◆ PROBLEM
From the data, copy out every line in which the word "lane" appears.

RECORDS FOR THIS EXERCISE: Begin

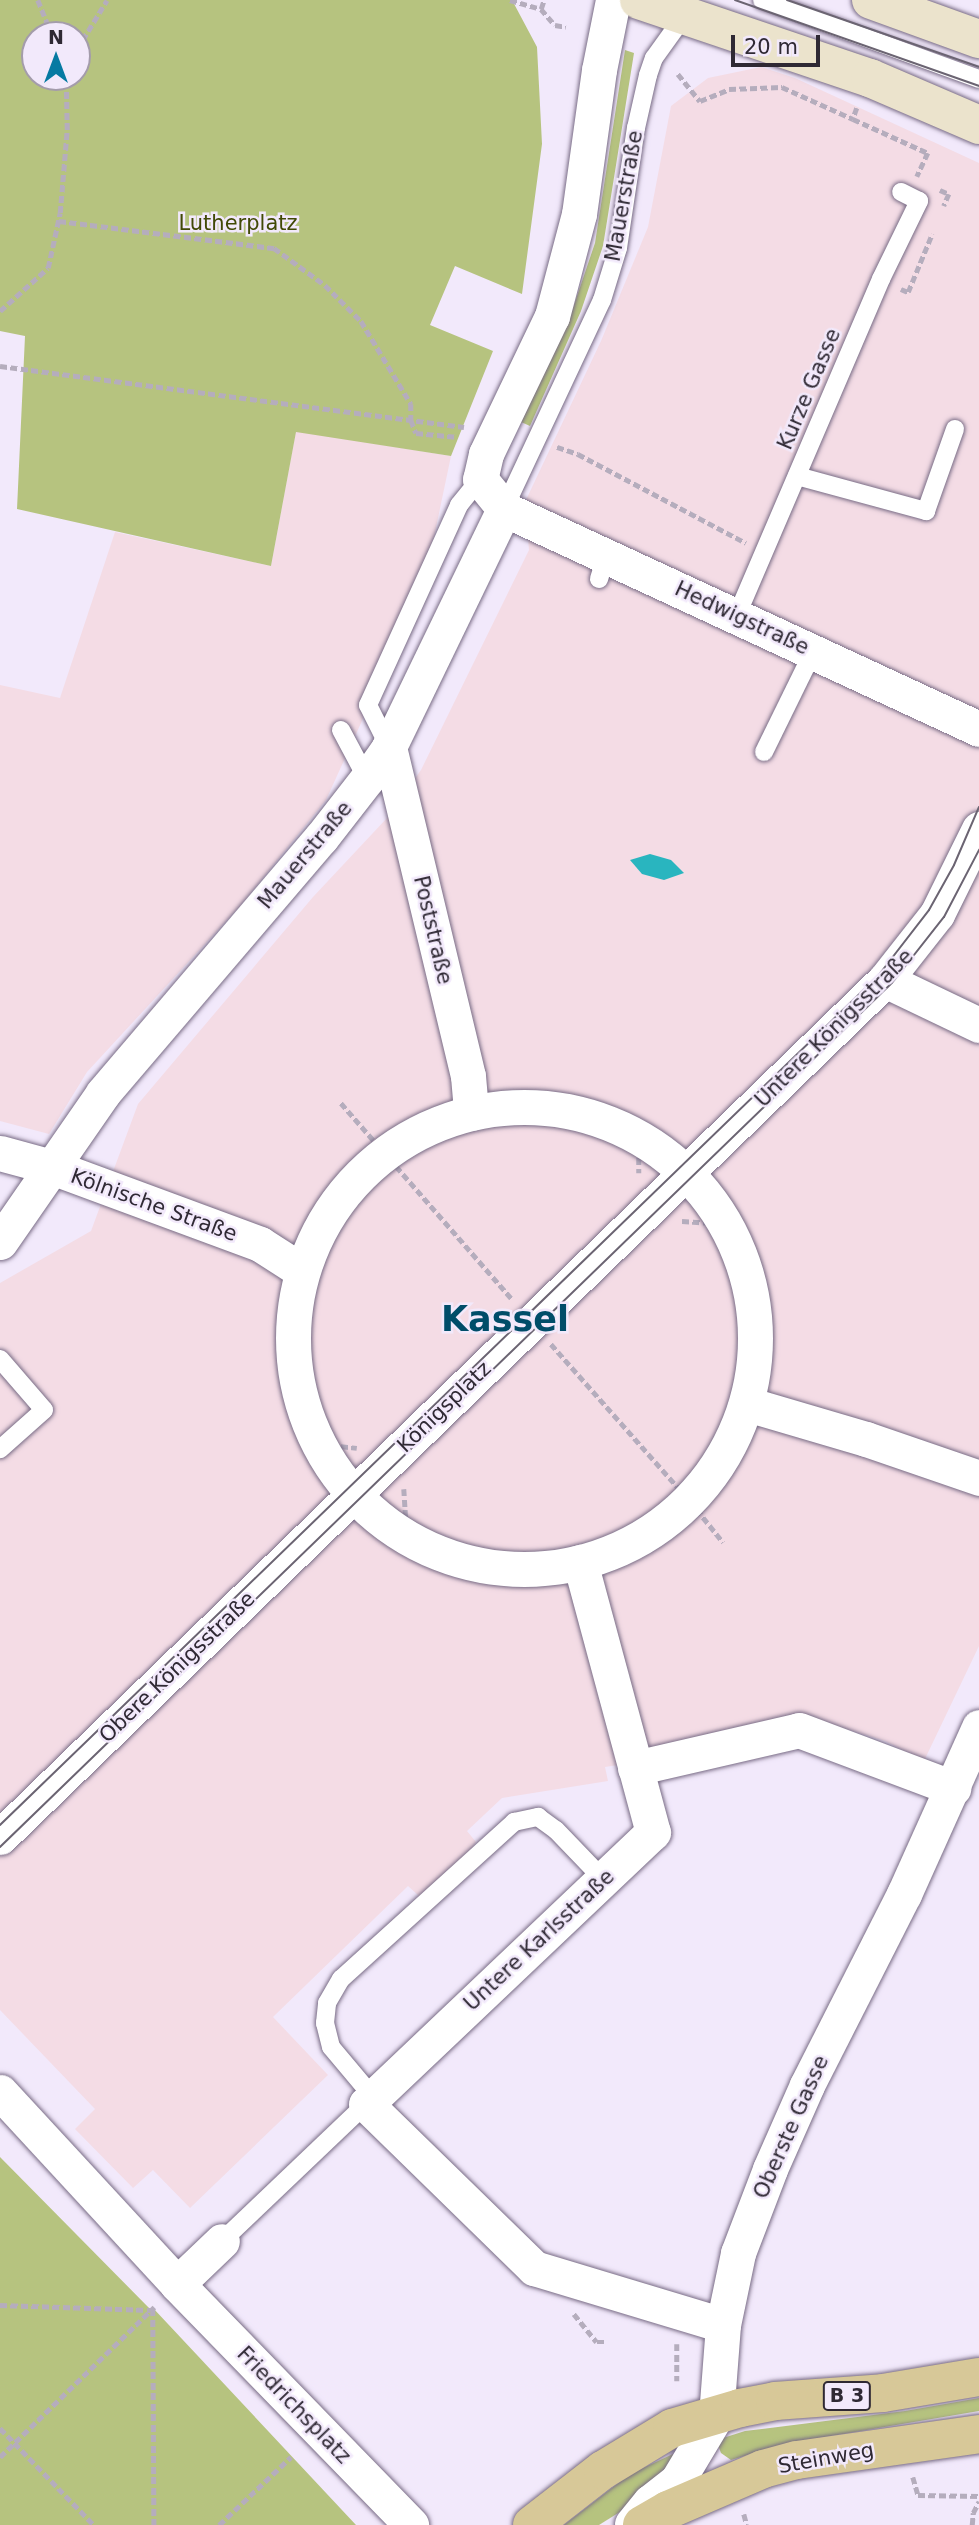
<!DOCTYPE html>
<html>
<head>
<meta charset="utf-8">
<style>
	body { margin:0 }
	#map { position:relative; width:979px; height:2525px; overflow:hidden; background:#f2e9fb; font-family:"DejaVu Sans",sans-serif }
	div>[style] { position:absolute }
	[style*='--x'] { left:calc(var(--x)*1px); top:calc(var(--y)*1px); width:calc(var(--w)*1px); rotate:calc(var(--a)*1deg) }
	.commercial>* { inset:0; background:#f4dce5 }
	.green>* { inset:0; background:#b6c37f }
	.water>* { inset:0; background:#29b5bf }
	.path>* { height:4.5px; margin-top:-2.25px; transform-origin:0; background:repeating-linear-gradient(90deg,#b5adbd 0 7px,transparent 0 10.5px) }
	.roads { filter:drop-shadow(0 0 2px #786b85) drop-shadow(0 0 2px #786b85) }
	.lane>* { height:18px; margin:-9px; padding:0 9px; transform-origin:9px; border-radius:9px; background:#fff }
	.street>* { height:35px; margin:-17.5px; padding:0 17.5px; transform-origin:17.5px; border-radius:17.5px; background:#fff }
	.street>.ring { margin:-17.5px; padding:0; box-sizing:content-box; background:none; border:35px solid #fff; border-radius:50% }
	.secondary>* { height:38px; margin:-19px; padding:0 19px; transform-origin:19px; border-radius:19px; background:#ebe3cc }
	.primary>* { height:38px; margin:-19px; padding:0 19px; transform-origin:19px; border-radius:19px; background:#d7c898 }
	.tram>* { height:2px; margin:-1px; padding:0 1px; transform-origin:1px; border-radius:1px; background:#6b6472 }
	span { translate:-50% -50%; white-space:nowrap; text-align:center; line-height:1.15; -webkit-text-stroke:5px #f2e9fb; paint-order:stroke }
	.shield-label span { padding:2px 5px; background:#f2e9fb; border:2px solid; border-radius:5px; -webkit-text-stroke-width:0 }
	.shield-label { font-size:19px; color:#2f2934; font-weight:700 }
	.street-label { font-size:21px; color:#2f2934 }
	.park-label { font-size:21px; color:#414906 }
	.town-label { font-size:35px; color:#004d69; font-weight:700 }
	.north { position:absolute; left:21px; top:21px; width:70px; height:70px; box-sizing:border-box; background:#f2e9fb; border:2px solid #a49cab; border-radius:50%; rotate:0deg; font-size:19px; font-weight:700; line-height:28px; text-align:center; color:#2f2934 }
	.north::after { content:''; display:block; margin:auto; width:24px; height:32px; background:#067aa2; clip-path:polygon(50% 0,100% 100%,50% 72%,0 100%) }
	.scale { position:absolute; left:731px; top:35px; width:89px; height:32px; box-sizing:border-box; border:4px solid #2f2934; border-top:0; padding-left:9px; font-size:21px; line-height:24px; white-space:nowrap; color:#2f2934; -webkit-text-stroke:5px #f2e9fb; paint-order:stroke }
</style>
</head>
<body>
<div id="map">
	<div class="commercial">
		<div style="clip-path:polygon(761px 67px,795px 78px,979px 163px,979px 1646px,924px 1761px,885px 1741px,814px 1719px,649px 1760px,605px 1767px,608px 1781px,502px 1798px,467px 1831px,476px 1842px,462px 1864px,419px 1896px,408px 1886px,273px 2017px,328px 2075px,190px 2208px,153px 2170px,133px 2188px,75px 2129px,95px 2109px,0 2010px,0 1283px,91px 1231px,138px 1104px,313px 897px,387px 818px,421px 770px,529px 550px,525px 502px,601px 341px,648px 227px,671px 106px,708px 78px)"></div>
		<div style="clip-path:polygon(296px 431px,451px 456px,434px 537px,361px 723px,326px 800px,241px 905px,87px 1072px,49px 1134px,0 1121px,0 685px,60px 698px,115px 532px,271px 566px)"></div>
	</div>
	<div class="green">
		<div style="clip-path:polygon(evenodd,0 0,512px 0,537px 47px,542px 144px,522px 294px,455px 266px,430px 325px,493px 351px,451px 456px,296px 432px,271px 566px,17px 509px,25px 336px,0 331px,0 0,35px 35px,77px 35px,77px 77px,35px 77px,35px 35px)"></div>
		<div style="clip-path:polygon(625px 50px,634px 53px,603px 246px,581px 311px,530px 426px,521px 422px,573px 308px,595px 243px)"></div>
		<div style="clip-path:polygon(0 2157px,151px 2310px,177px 2284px,153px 2308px,356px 2525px,0 2525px)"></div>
		<div style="clip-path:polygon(979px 2398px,979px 2411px,784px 2444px,731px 2460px,721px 2453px,718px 2445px,723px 2438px,745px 2431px,905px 2411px)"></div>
		<div style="clip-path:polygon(673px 2454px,676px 2457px,639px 2500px,599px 2525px,564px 2525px,630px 2474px)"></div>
	</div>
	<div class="water">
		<div style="clip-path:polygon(650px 854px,671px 860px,684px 873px,664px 880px,642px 874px,630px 860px)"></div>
	</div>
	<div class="path">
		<div style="--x:38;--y:0;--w:38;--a:68"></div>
		<div style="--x:510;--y:0;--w:32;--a:16"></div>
		<div style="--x:541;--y:9;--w:9;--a:-72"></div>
		<div style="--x:541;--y:9;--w:21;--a:49"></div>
		<div style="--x:555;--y:25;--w:11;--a:10"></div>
		<div style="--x:77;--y:49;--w:57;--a:-58.5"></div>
		<div style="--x:678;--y:74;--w:35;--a:51"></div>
		<div style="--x:700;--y:101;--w:31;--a:-22"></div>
		<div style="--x:729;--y:89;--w:53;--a:-2.2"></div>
		<div style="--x:782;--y:87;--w:78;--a:24.3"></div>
		<div style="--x:857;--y:108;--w:12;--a:110"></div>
		<div style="--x:853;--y:119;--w:82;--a:24.4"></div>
		<div style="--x:928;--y:153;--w:26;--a:115"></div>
		<div style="--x:940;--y:190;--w:10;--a:24"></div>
		<div style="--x:949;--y:194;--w:13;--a:113"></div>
		<div style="--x:59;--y:221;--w:217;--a:7.2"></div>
		<div style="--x:274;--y:248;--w:63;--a:36"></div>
		<div style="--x:325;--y:285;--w:51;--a:45"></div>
		<div style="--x:361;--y:321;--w:97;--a:58.9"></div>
		<div style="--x:411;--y:404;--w:16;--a:90"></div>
		<div style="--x:411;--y:420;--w:14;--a:69"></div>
		<div style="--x:416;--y:433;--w:42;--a:5.4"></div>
		<div style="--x:901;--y:289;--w:8;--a:23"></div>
		<div style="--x:908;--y:292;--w:63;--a:-67.5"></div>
		<div style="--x:0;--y:311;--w:64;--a:-41.9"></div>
		<div style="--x:48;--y:268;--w:56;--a:-77.7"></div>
		<div style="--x:60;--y:213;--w:83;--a:-85.2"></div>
		<div style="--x:67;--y:130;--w:53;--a:-91.1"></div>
		<div style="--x:0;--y:366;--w:468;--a:7.5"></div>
		<div style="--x:557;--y:447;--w:22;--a:18"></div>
		<div style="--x:578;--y:454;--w:190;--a:27.9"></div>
		<div style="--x:341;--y:1103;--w:259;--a:48.9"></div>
		<div style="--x:639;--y:1137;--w:36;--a:90"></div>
		<div style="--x:682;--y:1221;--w:45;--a:3.8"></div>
		<div style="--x:551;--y:1344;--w:210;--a:48.5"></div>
		<div style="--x:690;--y:1501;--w:53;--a:51.2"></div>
		<div style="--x:320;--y:1444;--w:37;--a:6"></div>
		<div style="--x:404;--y:1489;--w:48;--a:86.4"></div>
		<div style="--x:0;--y:2305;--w:150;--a:1.9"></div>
		<div style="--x:153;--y:2309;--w:216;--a:89.7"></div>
		<div style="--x:574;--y:2314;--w:36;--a:51"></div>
		<div style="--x:597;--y:2342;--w:8;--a:0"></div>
		<div style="--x:677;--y:2344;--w:37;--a:90"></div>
		<div style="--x:0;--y:2428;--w:135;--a:45.9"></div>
		<div style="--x:0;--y:2457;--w:215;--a:-44.2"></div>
		<div style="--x:913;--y:2477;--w:19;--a:74"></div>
		<div style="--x:918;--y:2495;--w:61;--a:0.9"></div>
		<div style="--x:744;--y:2514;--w:11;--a:75"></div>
		<div style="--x:219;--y:2525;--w:99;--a:-43.4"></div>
		<div style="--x:972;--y:2525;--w:12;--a:-85"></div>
		<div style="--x:973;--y:2513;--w:13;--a:-63"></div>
	</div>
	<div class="roads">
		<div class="lane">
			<div style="--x:762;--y:0;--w:231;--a:20"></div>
			<div style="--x:797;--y:476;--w:134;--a:15.2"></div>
			<div style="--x:926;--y:511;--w:87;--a:-70.5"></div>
			<div style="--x:504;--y:509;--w:231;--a:-64.9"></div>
			<div style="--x:602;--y:300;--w:54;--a:-72.9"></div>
			<div style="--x:618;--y:248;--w:121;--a:-81.5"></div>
			<div style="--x:636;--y:128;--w:54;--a:-77.2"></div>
			<div style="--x:648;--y:75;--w:18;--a:-71"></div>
			<div style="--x:654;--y:58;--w:57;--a:-54.3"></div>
			<div style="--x:599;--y:579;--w:24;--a:-73"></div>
			<div style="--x:737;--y:615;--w:366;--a:-66.8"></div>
			<div style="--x:881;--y:279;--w:87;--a:-64"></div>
			<div style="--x:919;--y:201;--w:20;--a:-153"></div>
			<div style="--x:341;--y:730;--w:55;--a:62"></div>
			<div style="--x:389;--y:747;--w:47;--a:-116.6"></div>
			<div style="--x:368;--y:705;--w:220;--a:-65.5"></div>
			<div style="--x:459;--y:505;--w:33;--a:-51"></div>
			<div style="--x:764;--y:752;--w:111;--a:-63.9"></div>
			<div style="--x:0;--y:1359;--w:67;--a:49.2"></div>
			<div style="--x:44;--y:1410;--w:59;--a:138.4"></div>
			<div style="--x:373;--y:2097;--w:65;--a:-130"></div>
			<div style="--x:331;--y:2047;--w:25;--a:-104"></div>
			<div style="--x:325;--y:2023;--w:20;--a:-84"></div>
			<div style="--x:327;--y:2003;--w:28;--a:-60"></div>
			<div style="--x:341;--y:1979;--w:234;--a:-42.2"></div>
			<div style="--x:514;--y:1822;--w:25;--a:-12"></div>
			<div style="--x:538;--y:1817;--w:22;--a:36"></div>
			<div style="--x:556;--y:1830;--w:68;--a:46.2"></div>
			<div style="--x:222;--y:2241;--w:199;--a:-43.6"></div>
		</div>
		<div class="street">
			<div style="--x:613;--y:0;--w:71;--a:101.3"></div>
			<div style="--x:599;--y:70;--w:145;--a:97.9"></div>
			<div style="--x:579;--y:214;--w:106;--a:104.8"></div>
			<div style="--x:552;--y:316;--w:153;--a:115.6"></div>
			<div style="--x:486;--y:454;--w:26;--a:103"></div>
			<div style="--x:480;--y:479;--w:38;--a:51"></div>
			<div style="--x:504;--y:509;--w:523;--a:24.85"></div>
			<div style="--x:389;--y:747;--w:338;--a:76.5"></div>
			<div style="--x:468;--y:1076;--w:37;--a:85"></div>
			<div style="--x:885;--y:980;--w:104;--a:25.6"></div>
			<div class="ring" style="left:293px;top:1107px;width:427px;height:427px"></div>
			<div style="--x:0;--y:1153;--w:54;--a:15.1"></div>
			<div style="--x:52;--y:1167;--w:222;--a:20.3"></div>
			<div style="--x:260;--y:1244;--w:50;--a:32.7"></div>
			<div style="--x:0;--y:1242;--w:181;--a:-55.3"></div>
			<div style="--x:103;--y:1093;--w:335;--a:-49.5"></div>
			<div style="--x:321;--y:838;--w:75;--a:-52.1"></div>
			<div style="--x:367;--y:779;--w:39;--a:-55"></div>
			<div style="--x:389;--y:747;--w:264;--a:-64.2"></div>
			<div style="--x:747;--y:1404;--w:124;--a:16.4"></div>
			<div style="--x:866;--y:1439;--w:120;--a:19"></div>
			<div style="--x:580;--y:1562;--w:280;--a:74.9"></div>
			<div style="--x:653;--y:1832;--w:395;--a:136.5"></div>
			<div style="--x:366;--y:2104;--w:235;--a:44.3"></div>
			<div style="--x:534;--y:2268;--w:197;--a:16.8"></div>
			<div style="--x:635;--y:1768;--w:168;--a:-13"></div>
			<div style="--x:799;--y:1730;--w:165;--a:20.6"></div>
			<div style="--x:0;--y:1837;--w:1232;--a:-44.08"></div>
			<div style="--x:885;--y:980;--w:84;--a:-51.8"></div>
			<div style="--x:937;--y:914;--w:95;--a:-63.7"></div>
			<div style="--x:0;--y:2092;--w:261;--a:47.3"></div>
			<div style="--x:177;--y:2284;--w:336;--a:45.8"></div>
			<div style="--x:177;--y:2284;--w:62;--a:-43.7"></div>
			<div style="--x:632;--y:2524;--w:28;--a:-51"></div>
			<div style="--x:650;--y:2502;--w:34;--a:-38"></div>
			<div style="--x:677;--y:2481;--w:76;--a:-59"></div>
			<div style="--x:716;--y:2416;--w:91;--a:-85.6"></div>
			<div style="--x:723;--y:2325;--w:74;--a:-78.2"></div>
			<div style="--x:738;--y:2253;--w:90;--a:-69.1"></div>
			<div style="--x:770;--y:2169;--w:92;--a:-66.2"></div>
			<div style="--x:807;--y:2085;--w:214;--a:-63.1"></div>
			<div style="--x:904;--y:1894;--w:183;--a:-65.8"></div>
		</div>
		<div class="secondary">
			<div style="--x:639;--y:0;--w:244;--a:18.7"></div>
			<div style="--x:870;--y:78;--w:119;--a:23.3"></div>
			<div style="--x:871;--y:0;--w:115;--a:19.9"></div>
		</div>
		<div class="primary">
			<div style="--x:532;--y:2525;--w:90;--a:-37.8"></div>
			<div style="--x:603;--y:2470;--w:81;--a:-31.3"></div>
			<div style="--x:672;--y:2428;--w:71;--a:-16.4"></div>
			<div style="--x:740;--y:2408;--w:36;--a:-11"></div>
			<div style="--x:775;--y:2401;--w:108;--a:-4.2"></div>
			<div style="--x:883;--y:2393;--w:97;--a:-9.5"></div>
			<div style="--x:642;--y:2525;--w:30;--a:-30"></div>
			<div style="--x:668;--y:2510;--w:103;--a:-23.3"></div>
			<div style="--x:763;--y:2469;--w:35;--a:-15"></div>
			<div style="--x:797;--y:2460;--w:184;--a:-8.1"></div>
		</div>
	</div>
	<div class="tram">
		<div style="--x:735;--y:0;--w:259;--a:19.4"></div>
		<div style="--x:787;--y:0;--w:203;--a:19.2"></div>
		<div style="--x:0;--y:1825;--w:1221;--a:-44.04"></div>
		<div style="--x:878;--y:976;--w:83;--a:-52.3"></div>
		<div style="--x:929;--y:910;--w:51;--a:-60.9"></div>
		<div style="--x:954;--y:865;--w:63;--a:-66.7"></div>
		<div style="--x:0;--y:1847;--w:1242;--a:-44.09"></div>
		<div style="--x:892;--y:983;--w:84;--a:-51.8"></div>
		<div style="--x:944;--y:917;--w:76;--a:-62.4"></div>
	</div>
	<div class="shield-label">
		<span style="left:847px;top:2396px">B 3</span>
	</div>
	<div class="street-label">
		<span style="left:624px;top:196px;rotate:-80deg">Mauerstraße</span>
		<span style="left:809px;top:389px;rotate:-67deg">Kurze Gasse</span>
		<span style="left:742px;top:618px;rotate:25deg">Hedwigstraße</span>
		<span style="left:305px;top:855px;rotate:-50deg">Mauerstraße</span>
		<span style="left:433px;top:930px;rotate:77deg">Poststraße</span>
		<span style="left:834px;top:1028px;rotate:-45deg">Untere Königsstraße</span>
		<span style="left:154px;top:1205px;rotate:20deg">Kölnische Straße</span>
		<span style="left:444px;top:1407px;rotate:-44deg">Königsplatz</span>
		<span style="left:177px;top:1667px;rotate:-44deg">Obere Königsstraße</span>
		<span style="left:539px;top:1940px;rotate:-43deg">Untere Karlsstraße</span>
		<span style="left:791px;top:2127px;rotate:-66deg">Oberste Gasse</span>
		<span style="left:294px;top:2405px;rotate:46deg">Friedrichsplatz</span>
		<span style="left:826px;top:2458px;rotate:-10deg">Steinweg</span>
	</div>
	<div class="park-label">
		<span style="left:238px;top:223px">Lutherplatz</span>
	</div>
	<div class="town-label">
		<span style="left:505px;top:1319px">Kassel</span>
	</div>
	<div class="north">N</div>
	<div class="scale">20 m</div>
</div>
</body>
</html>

RECORDS FOR THIS EXERCISE: End

◆ RESPONSE TO THIS TASK
	.lane>* { height:18px; margin:-9px; padding:0 9px; transform-origin:9px; border-radius:9px; background:#fff }
		<div class="lane">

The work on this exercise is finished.